(Collection entries)
———
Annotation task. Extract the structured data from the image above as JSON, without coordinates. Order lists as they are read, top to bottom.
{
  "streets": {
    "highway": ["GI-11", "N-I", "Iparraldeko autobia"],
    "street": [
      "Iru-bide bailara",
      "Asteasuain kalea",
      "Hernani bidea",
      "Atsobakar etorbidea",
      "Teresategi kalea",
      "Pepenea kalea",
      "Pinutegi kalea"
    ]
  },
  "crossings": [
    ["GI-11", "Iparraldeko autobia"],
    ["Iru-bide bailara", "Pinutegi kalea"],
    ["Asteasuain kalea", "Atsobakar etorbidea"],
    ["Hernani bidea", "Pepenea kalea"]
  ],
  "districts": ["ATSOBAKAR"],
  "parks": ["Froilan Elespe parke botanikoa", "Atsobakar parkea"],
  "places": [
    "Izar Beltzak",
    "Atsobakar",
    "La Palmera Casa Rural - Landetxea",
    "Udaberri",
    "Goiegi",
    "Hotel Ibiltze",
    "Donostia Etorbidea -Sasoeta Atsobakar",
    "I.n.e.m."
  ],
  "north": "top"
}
———
Copy the entries above exactly. Miss none of them.

Annotation task. Extract the structured data from the image above as JSON, without coordinates. Order lists as they are read, top to bottom.
{
  "streets": {
    "highway": ["GI-11", "N-I", "Iparraldeko autobia"],
    "street": [
      "Iru-bide bailara",
      "Asteasuain kalea",
      "Hernani bidea",
      "Atsobakar etorbidea",
      "Teresategi kalea",
      "Pepenea kalea",
      "Pinutegi kalea"
    ]
  },
  "crossings": [
    ["GI-11", "Iparraldeko autobia"],
    ["Iru-bide bailara", "Pinutegi kalea"],
    ["Asteasuain kalea", "Atsobakar etorbidea"],
    ["Hernani bidea", "Pepenea kalea"]
  ],
  "districts": ["ATSOBAKAR"],
  "parks": ["Froilan Elespe parke botanikoa", "Atsobakar parkea"],
  "places": [
    "Izar Beltzak",
    "Atsobakar",
    "La Palmera Casa Rural - Landetxea",
    "Udaberri",
    "Goiegi",
    "Hotel Ibiltze",
    "Donostia Etorbidea -Sasoeta Atsobakar",
    "I.n.e.m."
  ],
  "north": "top"
}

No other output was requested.